▶ ACTION ITEM: Search the records for the word "roads". Copy every line where it appears.

[Records from a data source]
§ §
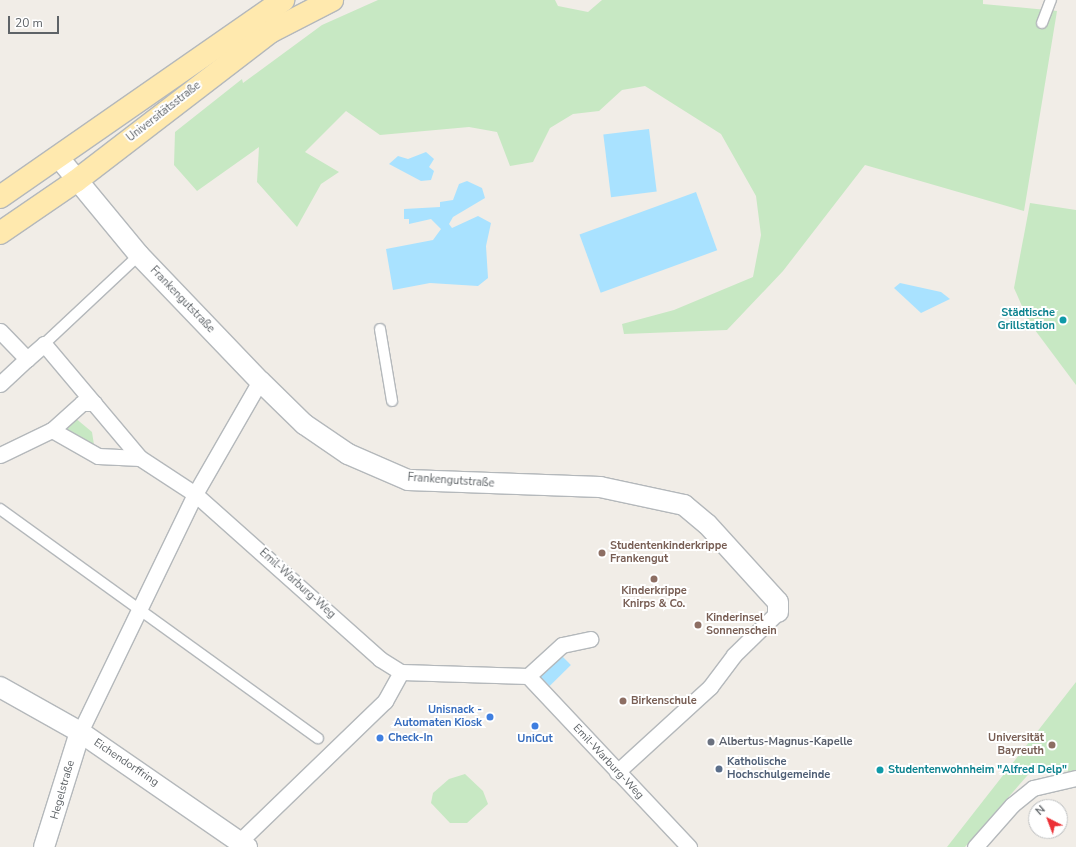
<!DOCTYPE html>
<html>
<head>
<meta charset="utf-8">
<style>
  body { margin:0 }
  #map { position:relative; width:1076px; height:847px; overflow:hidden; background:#f1ede7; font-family:"Nunito Sans",sans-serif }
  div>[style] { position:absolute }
  .green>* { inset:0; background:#c7e8c3 }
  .water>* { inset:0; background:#a9e2ff; transform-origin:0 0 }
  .roads { filter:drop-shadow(1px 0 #b4b8bb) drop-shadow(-1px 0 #b4b8bb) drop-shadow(0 1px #b4b8bb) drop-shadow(0 -1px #b4b8bb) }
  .service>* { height:10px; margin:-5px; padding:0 5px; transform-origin:5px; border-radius:5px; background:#fff }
  .pedestrian>* { height:15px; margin:-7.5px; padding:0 7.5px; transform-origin:7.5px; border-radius:7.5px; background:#fff }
  .minor>* { height:20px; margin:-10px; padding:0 10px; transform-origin:10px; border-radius:10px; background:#fff }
  .primary>* { height:22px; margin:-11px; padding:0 11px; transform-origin:11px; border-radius:11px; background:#ffe9ae }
  .dots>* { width:11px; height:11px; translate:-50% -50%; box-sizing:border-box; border:2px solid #fff; border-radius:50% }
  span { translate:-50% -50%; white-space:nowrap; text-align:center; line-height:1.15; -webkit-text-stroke:4px #fff; paint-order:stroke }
  .street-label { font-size:11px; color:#5e6367 }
  .culture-label { font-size:11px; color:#0d838f; font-weight:700 }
  .right { translate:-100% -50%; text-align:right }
  .left { translate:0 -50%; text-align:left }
  .education-label { font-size:11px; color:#785e54; font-weight:700 }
  .shop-label { font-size:11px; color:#366cbe; font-weight:700 }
  .worship-label { font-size:11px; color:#5b616d; font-weight:700 }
  .service-label { font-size:11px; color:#4e5e75; font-weight:700 }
  .north { position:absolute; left:1028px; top:799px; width:40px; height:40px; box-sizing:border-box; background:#fff; border:1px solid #bfc1c2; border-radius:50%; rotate:318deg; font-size:11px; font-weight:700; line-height:16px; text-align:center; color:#5e6367 }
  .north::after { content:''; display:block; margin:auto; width:14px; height:18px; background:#ec3136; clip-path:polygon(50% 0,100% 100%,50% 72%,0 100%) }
  .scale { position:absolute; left:8px; top:16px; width:51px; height:18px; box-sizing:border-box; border:2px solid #5e6367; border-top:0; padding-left:5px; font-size:12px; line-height:14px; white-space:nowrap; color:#5e6367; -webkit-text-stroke:3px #fff; paint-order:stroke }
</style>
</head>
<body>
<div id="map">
  <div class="green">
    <div style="clip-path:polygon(378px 0,555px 0,558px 6px,588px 12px,602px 0,983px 0,983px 4px,1057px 11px,1024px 211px,865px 165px,783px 271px,727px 330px,624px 334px,622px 324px,674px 310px,753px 277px,761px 235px,756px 196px,721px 134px,645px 86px,622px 90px,599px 111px,573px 114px,550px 128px,533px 162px,510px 166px,497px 132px,469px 127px,380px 135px,346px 111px,305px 152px,339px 172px,321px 184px,297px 227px,257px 182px,259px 147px,197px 191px,174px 165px,175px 132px,242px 79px,243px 83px,322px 25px)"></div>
    <div style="clip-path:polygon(1030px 203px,1076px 210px,1076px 385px,1029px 322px,1014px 288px)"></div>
    <div style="clip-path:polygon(74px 417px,92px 432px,94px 445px,63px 430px)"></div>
    <div style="clip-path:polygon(1076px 682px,1076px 772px,1033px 769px,965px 847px,947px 847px)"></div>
    <div style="clip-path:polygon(465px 774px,483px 791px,488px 804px,467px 823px,450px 823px,431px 803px,433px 793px,449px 779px)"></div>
  </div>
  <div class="water">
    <div style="left:649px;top:129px;width:63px;height:46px;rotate:83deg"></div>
    <div style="clip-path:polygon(426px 152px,434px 159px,429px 167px,434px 171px,431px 180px,421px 181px,389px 164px,398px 156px,408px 159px)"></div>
    <div style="clip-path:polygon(467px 181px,482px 188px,485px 198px,453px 217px,449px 224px,452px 228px,478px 216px,491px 223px,486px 246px,488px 278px,478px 286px,430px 283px,393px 290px,386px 249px,433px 240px,441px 229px,431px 219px,409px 224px,409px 219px,404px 219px,404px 209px,440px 207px,440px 202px,453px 200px,459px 184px)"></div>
    <div style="left:696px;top:192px;width:62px;height:124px;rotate:70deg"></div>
    <div style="clip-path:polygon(900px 283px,941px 292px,950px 299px,921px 313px,894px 288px)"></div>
    <div style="left:561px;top:655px;width:14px;height:30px;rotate:45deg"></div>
  </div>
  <div class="roads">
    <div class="service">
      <div style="left:1042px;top:23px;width:25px;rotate:-69deg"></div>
      <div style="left:380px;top:329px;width:73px;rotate:80.5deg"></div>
      <div style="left:44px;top:344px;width:130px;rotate:-43.1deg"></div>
      <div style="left:0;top:509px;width:392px;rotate:35.8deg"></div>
    </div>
    <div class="pedestrian">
      <div style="left:0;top:331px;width:39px;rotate:46deg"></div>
      <div style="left:27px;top:359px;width:23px;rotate:-41deg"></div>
      <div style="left:44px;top:344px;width:149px;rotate:49.9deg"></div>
      <div style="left:0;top:384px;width:37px;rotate:-43deg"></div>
      <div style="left:52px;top:430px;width:40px;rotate:-42deg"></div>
      <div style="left:82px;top:403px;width:12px"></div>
      <div style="left:0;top:455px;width:58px;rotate:-25.7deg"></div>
      <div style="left:52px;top:430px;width:53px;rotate:29.5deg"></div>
      <div style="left:98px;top:456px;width:42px;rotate:2.7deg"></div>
      <div style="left:140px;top:458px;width:66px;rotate:33.2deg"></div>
      <div style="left:195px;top:494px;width:248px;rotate:41.7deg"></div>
      <div style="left:380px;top:659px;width:25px;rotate:32deg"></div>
      <div style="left:401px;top:672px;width:127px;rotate:1.8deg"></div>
      <div style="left:528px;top:676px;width:235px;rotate:46.7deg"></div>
      <div style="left:528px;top:676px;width:46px;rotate:-42.4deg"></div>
      <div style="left:562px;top:645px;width:29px;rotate:-12deg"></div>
      <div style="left:80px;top:732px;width:264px;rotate:-64.2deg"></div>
      <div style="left:195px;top:494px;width:130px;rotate:-60.1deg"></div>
      <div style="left:617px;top:772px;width:126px;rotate:-42.4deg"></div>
      <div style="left:710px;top:687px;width:40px;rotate:-53deg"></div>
      <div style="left:734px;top:655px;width:62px;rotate:-44.3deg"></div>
      <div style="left:240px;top:841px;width:202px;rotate:-44deg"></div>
      <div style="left:385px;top:701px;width:33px;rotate:-61deg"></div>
      <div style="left:975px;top:847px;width:56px;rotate:-48.6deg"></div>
      <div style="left:1012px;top:805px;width:27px;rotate:-39deg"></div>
      <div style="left:1033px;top:788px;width:44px;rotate:-13.1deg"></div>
    </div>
    <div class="minor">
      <div style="left:59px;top:158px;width:126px;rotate:50.5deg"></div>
      <div style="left:139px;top:255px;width:175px;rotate:46.2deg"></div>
      <div style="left:260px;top:381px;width:62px;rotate:44.3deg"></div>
      <div style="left:304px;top:424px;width:53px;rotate:34.3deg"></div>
      <div style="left:348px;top:454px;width:65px;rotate:23.4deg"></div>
      <div style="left:408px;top:480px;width:192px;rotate:2.1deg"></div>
      <div style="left:600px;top:487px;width:86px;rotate:12.1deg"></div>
      <div style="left:684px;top:505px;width:30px;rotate:40deg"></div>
      <div style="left:707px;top:524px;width:105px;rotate:47.7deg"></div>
      <div style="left:778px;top:602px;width:10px;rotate:90deg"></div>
      <div style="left:0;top:687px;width:92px;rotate:29.4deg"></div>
      <div style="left:80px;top:732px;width:203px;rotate:34.6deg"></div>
      <div style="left:44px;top:847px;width:121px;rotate:-72.6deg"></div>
    </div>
    <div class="primary">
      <div style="left:0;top:197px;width:345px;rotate:-34.8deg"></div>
      <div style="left:0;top:233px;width:92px;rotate:-34.4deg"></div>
      <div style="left:76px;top:181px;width:245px;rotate:-37.5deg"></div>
      <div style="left:270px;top:32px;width:70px;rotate:-27.3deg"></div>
    </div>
  </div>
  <div class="dots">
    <div style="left:1063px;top:320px;background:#0f9aa8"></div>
    <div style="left:602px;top:553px;background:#8d6e63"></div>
    <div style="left:654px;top:579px;background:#8d6e63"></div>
    <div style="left:698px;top:625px;background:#8d6e63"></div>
    <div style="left:623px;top:701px;background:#8d6e63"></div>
    <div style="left:490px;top:717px;background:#3f7fe0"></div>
    <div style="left:535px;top:726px;background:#3f7fe0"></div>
    <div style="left:380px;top:738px;background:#3f7fe0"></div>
    <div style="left:711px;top:742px;background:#6b7280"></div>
    <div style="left:1052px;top:745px;background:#8d6e63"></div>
    <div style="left:719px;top:769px;background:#5c6f8a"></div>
    <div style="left:880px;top:770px;background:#0f9aa8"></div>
  </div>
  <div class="street-label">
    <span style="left:164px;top:112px;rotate:-38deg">Universitätsstraße</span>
    <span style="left:182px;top:300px;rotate:46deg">Frankengutstraße</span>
    <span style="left:451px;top:481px;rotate:4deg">Frankengutstraße</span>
    <span style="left:297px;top:584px;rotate:42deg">Emil-Warburg-Weg</span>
    <span style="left:608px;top:762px;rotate:47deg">Emil-Warburg-Weg</span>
    <span style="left:126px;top:763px;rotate:34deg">Eichendorffring</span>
    <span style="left:63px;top:790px;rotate:-74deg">Hegelstraße</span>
  </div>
  <div class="culture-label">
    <span class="right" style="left:1055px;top:320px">Städtische<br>Grillstation</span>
    <span class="left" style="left:888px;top:770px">Studentenwohnheim "Alfred Delp"</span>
  </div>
  <div class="education-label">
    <span class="left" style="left:610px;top:553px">Studentenkinderkrippe<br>Frankengut</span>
    <span style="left:654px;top:598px">Kinderkrippe<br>Knirps &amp; Co.</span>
    <span class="left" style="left:706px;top:625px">Kinderinsel<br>Sonnenschein</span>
    <span class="left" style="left:631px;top:701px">Birkenschule</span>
    <span class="right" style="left:1044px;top:745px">Universität<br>Bayreuth</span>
  </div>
  <div class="shop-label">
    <span class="right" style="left:482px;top:717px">Unisnack -<br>Automaten Kiosk</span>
    <span class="left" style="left:388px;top:738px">Check-In</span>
    <span style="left:535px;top:739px">UniCut</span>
  </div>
  <div class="worship-label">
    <span class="left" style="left:719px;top:742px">Albertus-Magnus-Kapelle</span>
  </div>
  <div class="service-label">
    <span class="left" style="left:727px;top:769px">Katholische<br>Hochschulgemeinde</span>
  </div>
  <div class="north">N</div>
  <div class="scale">20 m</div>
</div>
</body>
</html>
§ §
▶ ANSWER FOR THIS EXERCISE:
  .roads { filter:drop-shadow(1px 0 #b4b8bb) drop-shadow(-1px 0 #b4b8bb) drop-shadow(0 1px #b4b8bb) drop-shadow(0 -1px #b4b8bb) }
  <div class="roads">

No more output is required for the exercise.